It’s deliberate, and there’s a reason why: Shahira Hathout, ‘Satire in the Time of Genocide: a diffractive reading of Jonathan Swift’s ‘A Modest Proposal’ (1729) through Israel’s gendered settler-colonial practices in Palestine’, Gender, Place & Culture, 2025

11Apr25

Abstract: As Israel’s genocidal campaign in Palestine continues to unfold, the number of murdered Palestinians has now surpassed 46,000 civilians, half of which are women and children. This number includes over 10,000 women, mostly in their reproductive age or pregnant, and 15,780 children, mostly infants and toddlers. This paper argues that the gendered nature of Israel’s genocide in Gaza theorizes the ontology of Palestinian women as socio-political agents in their embodied connection to time and place.

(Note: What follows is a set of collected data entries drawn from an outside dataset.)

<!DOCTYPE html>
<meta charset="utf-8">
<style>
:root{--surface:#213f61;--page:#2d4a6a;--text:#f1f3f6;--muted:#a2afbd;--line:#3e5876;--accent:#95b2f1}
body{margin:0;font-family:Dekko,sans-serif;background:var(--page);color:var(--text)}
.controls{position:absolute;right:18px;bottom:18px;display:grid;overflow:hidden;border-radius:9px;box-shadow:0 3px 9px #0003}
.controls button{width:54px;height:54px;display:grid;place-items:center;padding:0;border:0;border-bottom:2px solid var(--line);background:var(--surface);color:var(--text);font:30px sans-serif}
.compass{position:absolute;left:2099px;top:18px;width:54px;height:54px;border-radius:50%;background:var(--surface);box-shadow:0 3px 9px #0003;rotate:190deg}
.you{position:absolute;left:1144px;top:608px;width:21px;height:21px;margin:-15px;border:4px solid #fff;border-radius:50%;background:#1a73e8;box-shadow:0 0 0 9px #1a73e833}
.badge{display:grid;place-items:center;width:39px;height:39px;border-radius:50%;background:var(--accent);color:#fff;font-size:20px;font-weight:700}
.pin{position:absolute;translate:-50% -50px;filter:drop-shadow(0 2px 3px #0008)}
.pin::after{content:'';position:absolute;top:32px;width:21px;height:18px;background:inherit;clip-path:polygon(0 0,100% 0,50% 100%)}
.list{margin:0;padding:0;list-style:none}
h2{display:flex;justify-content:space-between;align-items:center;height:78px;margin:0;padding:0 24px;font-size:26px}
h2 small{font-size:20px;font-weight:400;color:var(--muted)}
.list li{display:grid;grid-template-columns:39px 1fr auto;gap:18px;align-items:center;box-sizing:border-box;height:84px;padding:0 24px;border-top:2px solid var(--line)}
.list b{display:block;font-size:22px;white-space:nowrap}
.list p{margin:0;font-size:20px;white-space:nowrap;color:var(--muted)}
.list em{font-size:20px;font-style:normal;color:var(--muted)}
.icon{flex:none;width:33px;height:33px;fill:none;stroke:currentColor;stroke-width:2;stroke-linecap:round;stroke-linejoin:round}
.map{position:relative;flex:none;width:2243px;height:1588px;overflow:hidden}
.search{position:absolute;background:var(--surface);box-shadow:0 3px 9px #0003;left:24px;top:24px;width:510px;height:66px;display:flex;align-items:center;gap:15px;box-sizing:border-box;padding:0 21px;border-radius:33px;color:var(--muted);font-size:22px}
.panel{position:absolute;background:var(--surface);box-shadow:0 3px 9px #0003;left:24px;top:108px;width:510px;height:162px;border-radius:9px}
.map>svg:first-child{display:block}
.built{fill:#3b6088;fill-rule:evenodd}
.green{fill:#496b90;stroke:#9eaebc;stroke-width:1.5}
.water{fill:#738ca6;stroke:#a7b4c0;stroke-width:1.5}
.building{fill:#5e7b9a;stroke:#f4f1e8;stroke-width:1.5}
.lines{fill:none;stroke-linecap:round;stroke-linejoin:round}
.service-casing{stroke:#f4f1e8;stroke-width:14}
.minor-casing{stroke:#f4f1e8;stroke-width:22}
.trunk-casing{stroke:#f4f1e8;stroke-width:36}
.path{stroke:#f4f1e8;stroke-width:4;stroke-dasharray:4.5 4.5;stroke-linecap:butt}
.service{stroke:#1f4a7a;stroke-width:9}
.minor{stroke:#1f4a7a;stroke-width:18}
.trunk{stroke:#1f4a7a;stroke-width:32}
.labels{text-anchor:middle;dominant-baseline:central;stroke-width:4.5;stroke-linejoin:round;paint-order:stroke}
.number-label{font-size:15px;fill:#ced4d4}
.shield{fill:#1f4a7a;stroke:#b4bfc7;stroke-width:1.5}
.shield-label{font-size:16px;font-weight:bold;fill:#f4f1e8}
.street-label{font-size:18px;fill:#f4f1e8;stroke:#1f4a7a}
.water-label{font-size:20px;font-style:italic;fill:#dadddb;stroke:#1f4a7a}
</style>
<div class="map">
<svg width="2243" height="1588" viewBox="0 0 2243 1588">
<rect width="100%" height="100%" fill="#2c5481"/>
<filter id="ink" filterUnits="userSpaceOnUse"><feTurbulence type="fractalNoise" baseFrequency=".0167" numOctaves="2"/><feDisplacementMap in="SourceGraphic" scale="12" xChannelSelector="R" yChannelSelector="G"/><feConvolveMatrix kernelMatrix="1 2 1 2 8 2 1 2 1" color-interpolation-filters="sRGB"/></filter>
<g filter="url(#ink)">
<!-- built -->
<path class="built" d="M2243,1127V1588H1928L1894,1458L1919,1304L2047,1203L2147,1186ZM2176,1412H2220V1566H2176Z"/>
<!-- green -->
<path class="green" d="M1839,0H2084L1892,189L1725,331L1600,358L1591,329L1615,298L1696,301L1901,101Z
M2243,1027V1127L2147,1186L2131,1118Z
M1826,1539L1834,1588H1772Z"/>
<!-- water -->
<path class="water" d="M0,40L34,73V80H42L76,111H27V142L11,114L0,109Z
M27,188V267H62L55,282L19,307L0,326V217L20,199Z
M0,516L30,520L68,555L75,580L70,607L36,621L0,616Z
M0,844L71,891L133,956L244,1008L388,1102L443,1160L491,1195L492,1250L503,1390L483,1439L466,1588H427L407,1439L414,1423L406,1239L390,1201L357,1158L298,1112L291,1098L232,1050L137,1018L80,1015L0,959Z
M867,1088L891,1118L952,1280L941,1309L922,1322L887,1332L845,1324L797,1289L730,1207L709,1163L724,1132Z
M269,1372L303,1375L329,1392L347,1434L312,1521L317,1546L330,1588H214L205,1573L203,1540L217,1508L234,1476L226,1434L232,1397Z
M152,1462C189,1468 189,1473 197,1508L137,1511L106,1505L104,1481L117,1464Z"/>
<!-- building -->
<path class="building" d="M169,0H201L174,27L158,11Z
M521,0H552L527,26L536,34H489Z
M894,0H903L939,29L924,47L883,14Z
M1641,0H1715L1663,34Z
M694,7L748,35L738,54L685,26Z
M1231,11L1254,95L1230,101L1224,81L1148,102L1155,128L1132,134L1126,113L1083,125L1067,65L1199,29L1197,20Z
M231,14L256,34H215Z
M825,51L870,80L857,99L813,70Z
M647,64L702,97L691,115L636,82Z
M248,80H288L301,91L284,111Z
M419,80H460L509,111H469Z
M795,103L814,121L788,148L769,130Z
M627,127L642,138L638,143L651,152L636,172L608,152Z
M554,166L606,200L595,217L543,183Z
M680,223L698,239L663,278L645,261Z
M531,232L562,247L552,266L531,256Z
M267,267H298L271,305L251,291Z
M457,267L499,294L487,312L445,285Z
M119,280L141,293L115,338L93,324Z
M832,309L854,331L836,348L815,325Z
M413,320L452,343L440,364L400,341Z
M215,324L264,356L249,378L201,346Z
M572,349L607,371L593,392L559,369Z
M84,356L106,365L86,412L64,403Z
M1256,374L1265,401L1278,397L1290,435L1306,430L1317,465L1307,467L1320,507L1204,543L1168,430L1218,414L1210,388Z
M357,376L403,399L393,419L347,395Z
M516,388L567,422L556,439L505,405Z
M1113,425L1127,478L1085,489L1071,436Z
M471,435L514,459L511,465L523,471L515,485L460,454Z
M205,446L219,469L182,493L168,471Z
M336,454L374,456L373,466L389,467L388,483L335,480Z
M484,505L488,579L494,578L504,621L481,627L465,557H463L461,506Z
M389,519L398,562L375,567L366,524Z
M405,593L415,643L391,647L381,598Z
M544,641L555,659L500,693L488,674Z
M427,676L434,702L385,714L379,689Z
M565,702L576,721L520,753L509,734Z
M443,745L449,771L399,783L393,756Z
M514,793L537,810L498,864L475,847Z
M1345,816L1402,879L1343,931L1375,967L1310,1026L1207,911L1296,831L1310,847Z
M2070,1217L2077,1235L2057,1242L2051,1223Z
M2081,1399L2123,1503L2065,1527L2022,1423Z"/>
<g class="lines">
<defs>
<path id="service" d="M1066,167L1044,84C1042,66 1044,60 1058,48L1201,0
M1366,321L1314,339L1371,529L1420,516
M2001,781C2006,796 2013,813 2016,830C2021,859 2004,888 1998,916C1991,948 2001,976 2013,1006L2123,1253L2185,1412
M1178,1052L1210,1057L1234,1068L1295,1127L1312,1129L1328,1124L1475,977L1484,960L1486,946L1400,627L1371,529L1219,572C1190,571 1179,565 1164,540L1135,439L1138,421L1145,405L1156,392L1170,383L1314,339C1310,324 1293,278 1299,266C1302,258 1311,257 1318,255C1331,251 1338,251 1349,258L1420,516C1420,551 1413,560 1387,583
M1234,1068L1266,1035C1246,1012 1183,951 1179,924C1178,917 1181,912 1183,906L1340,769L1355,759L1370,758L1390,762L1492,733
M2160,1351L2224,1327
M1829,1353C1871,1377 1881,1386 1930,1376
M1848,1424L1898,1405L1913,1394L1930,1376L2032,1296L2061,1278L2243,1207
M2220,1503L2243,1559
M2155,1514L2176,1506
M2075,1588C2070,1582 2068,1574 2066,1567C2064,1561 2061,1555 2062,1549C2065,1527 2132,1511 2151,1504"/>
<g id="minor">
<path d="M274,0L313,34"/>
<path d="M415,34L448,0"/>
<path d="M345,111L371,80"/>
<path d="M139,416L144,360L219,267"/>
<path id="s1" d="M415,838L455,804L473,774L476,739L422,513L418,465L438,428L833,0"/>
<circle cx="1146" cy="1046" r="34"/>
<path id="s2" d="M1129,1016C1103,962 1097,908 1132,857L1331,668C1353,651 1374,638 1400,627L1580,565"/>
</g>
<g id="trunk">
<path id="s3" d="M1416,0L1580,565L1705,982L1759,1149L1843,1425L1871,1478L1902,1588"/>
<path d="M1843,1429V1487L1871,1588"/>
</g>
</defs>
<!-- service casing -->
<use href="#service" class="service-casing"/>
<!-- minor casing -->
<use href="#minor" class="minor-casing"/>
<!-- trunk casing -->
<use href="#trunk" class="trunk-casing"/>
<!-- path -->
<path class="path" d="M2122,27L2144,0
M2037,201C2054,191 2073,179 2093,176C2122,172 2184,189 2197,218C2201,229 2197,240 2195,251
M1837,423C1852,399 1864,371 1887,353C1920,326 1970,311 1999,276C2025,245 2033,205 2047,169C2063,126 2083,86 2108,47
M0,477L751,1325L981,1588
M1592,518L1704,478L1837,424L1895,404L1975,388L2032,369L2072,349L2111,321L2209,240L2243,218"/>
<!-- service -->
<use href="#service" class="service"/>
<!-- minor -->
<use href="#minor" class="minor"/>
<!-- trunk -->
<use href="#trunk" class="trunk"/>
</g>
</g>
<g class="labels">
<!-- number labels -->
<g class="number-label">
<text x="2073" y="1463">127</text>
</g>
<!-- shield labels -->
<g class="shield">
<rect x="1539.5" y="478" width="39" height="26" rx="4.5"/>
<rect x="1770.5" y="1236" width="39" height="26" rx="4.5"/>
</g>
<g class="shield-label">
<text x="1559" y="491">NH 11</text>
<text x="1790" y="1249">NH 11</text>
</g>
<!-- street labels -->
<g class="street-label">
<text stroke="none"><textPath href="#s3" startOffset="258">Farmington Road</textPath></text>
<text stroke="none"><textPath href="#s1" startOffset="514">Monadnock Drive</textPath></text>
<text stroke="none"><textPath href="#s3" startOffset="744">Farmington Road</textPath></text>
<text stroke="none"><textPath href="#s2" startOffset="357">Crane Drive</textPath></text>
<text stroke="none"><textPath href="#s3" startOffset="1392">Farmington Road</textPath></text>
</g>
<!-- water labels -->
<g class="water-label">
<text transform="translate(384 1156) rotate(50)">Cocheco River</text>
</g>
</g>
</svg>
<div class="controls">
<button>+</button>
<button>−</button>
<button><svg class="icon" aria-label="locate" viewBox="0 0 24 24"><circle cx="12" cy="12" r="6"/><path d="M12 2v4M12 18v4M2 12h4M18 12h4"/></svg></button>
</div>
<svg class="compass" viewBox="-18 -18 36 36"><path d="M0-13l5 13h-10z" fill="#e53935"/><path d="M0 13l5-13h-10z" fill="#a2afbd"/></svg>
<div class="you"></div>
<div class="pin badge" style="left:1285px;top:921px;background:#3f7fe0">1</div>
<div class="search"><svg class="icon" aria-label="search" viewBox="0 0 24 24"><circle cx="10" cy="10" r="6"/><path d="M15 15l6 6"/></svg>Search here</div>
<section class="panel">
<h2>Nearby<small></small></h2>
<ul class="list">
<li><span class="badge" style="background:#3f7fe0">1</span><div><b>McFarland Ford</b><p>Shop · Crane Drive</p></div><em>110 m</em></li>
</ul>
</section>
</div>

Resisting Israeli settler colonial practices of dehumanization, women emerge as embodied ‘time beings’ whose capacity to remember and (re)produce differentially affirms Palestinians’ historical and socio-cultural connection to the land. Using Karen Barad’s agential realism, I diffractively read the British settler colonial practices in Ireland as captured in Jonathan Swift’s satire, ‘A Modest Proposal’ (1729), through the Israeli practices of erasure in Palestine. My goal is to show how satire is a literary form that ‘stay[s] with trouble’, explains unexpected space-time entanglements and collaborations, and reveals the importance of Palestinian women as central agents to an open-ended becoming of a Palestinian state and identity.